------ MATERIALS PROVIDED ------

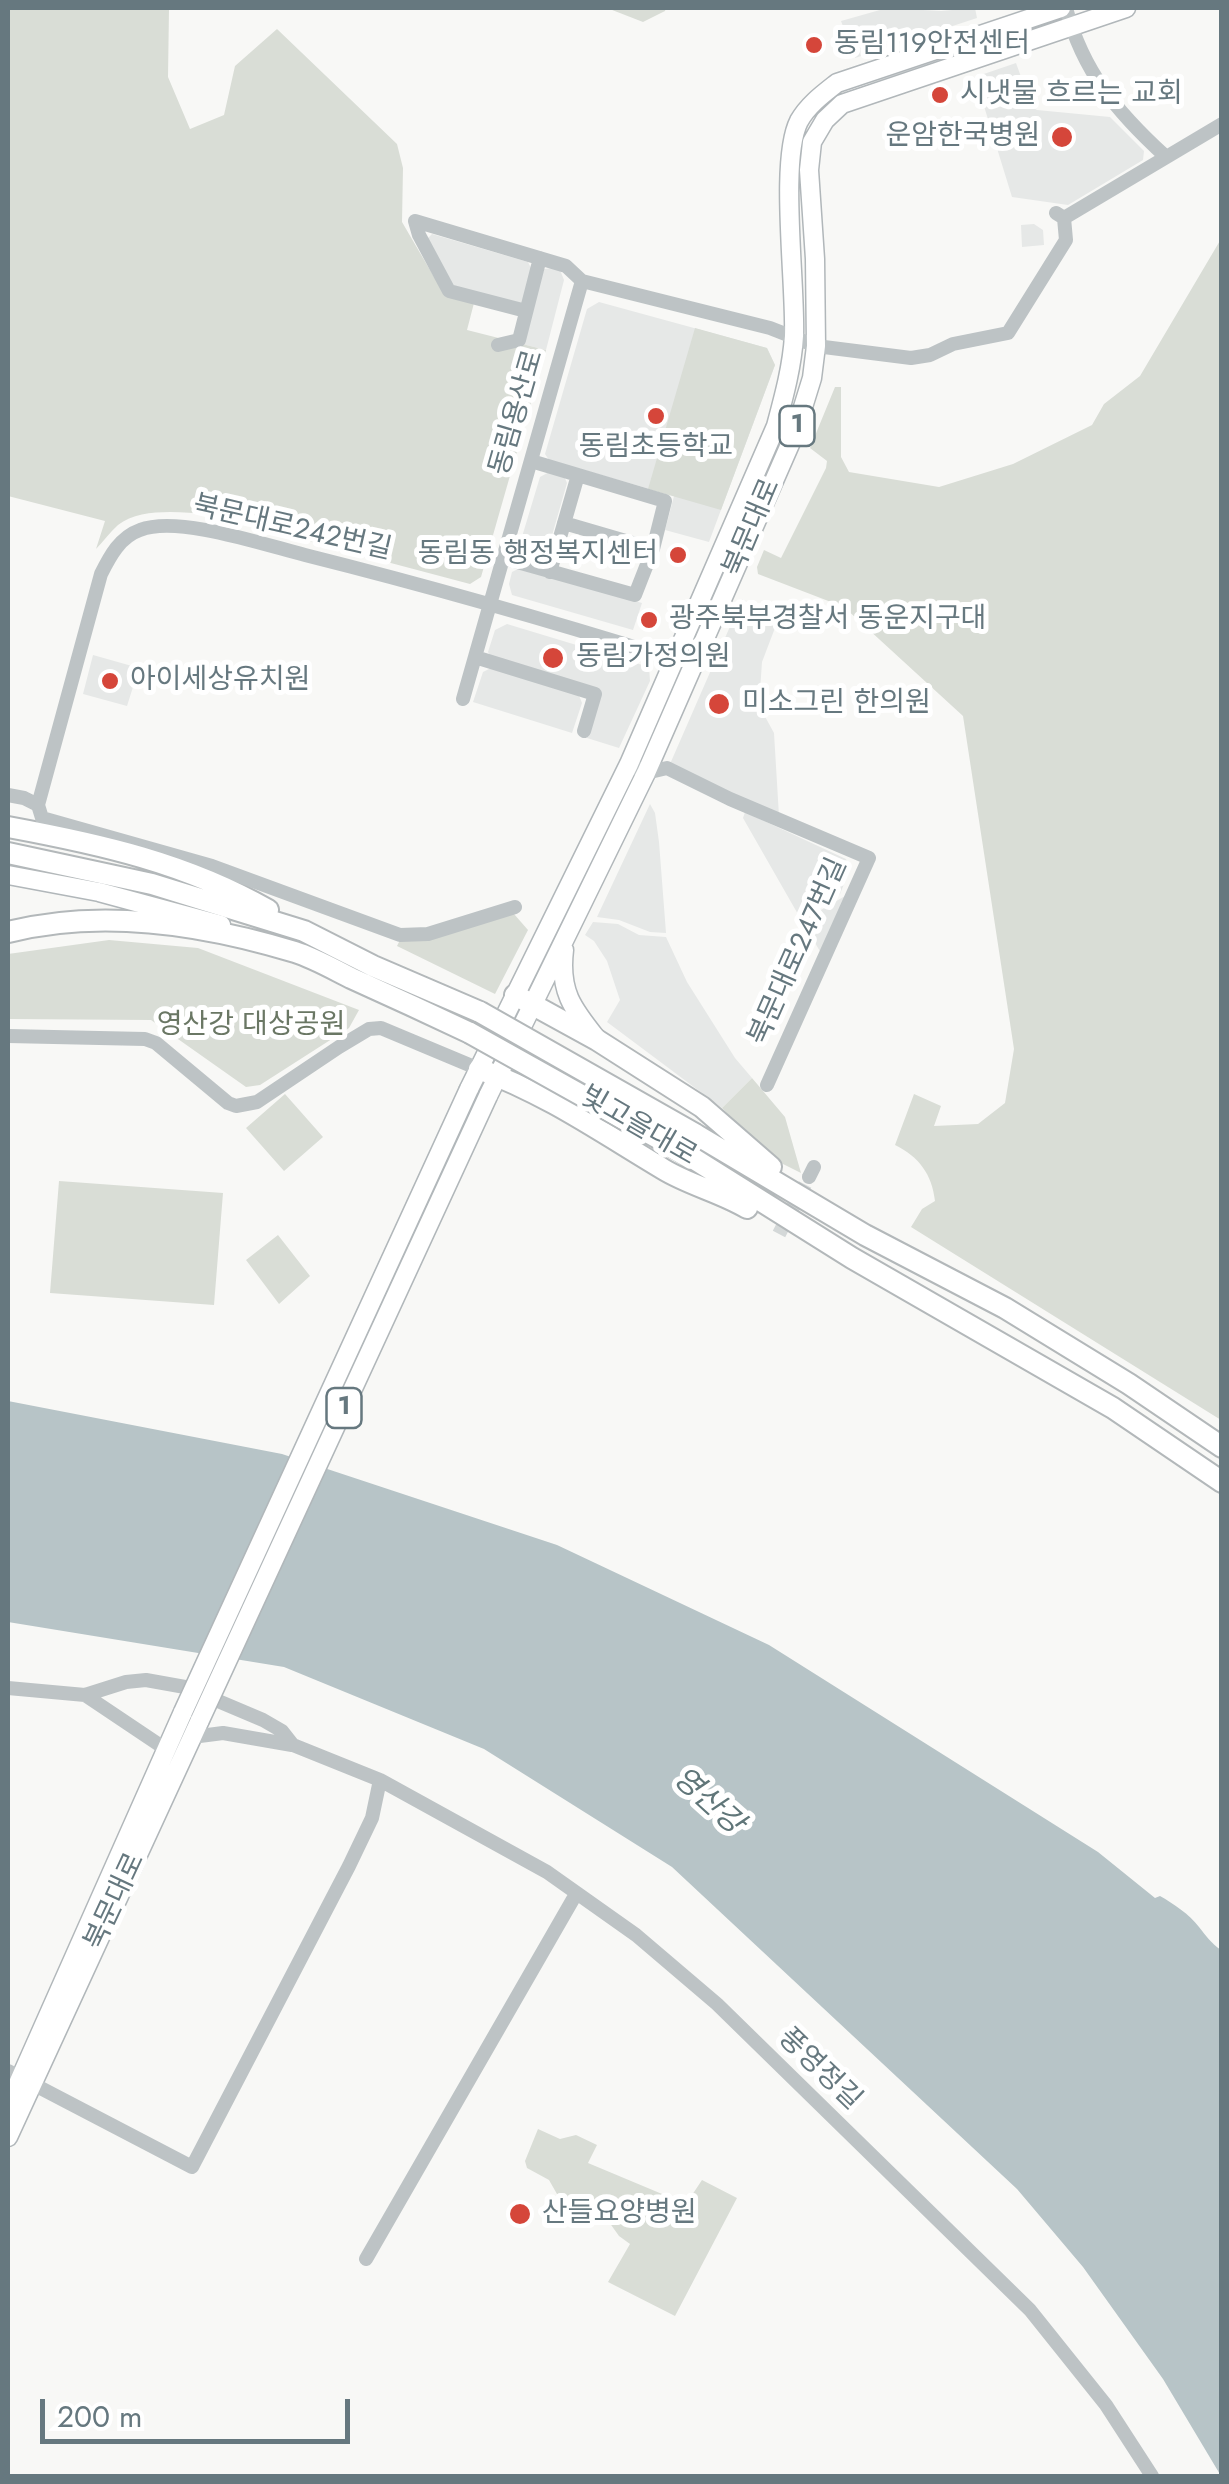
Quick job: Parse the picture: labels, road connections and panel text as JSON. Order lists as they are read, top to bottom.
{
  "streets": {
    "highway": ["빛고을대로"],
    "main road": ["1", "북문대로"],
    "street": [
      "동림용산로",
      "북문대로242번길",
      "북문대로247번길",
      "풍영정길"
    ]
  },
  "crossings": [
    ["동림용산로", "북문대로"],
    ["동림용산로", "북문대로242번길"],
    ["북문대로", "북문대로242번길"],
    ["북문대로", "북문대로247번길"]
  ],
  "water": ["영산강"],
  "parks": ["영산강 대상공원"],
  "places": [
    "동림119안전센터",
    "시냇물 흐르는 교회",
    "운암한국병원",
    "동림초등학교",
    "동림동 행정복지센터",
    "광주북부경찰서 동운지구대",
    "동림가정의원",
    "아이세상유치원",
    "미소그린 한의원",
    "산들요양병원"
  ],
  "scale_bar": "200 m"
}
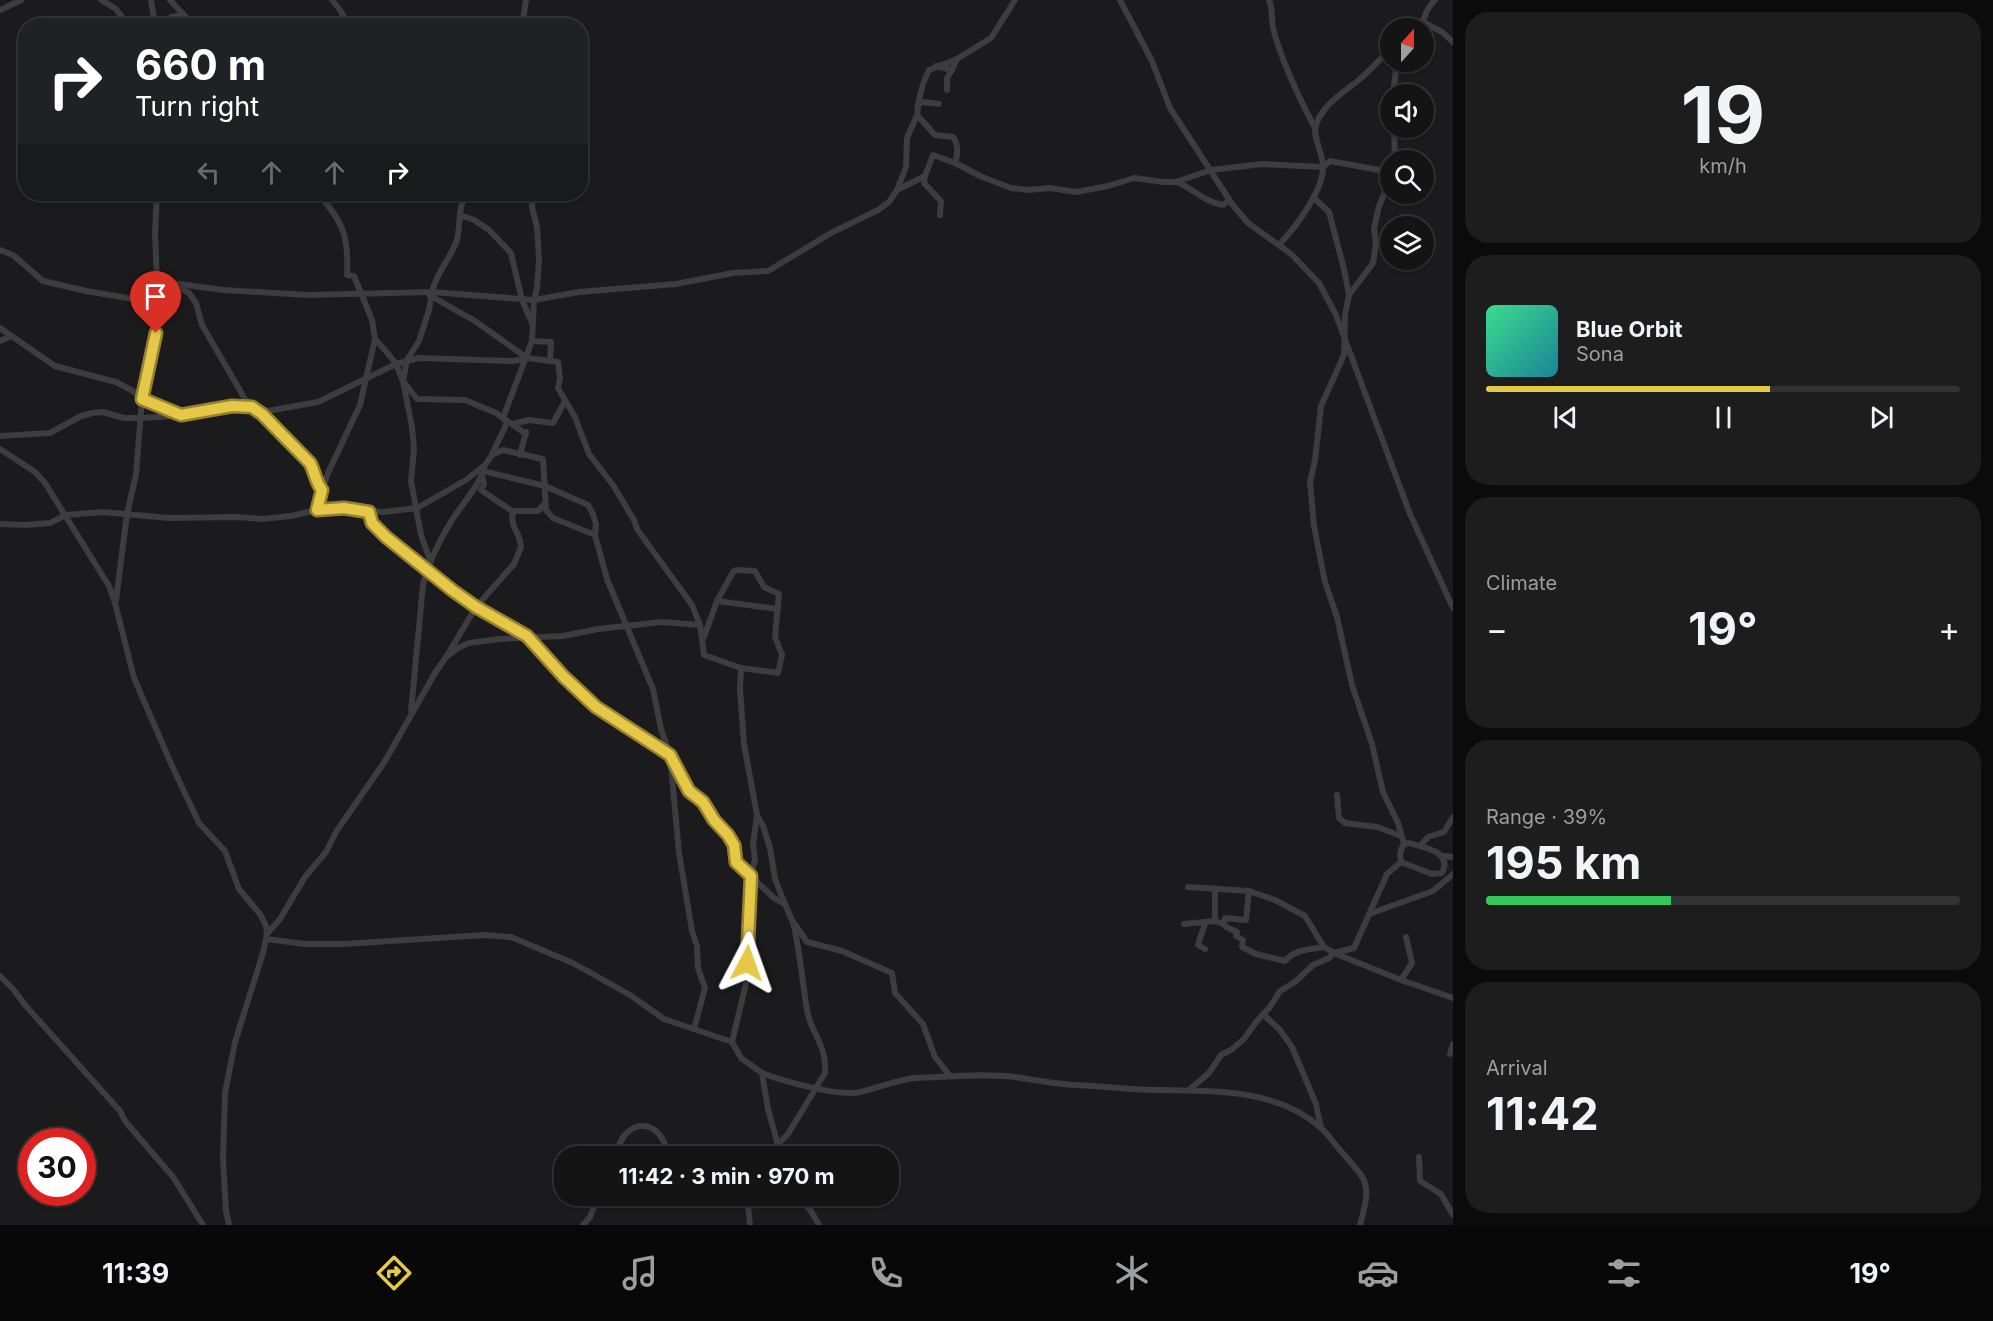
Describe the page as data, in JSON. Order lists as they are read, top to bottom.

------

YOUR GOAL
A verbatim copy of the entries, stripped of pictures, should be produced.

EXERCISE OUTPUT
Quick job: Parse the picture: labels, road connections and panel text as JSON. Order lists as they are read, top to bottom.
{
  "streets": {
    "highway": ["빛고을대로"],
    "main road": ["1", "북문대로"],
    "street": [
      "동림용산로",
      "북문대로242번길",
      "북문대로247번길",
      "풍영정길"
    ]
  },
  "crossings": [
    ["동림용산로", "북문대로"],
    ["동림용산로", "북문대로242번길"],
    ["북문대로", "북문대로242번길"],
    ["북문대로", "북문대로247번길"]
  ],
  "water": ["영산강"],
  "parks": ["영산강 대상공원"],
  "places": [
    "동림119안전센터",
    "시냇물 흐르는 교회",
    "운암한국병원",
    "동림초등학교",
    "동림동 행정복지센터",
    "광주북부경찰서 동운지구대",
    "동림가정의원",
    "아이세상유치원",
    "미소그린 한의원",
    "산들요양병원"
  ],
  "scale_bar": "200 m"
}
Describe the page as data, in JSON. Order lists as they are read, top to bottom.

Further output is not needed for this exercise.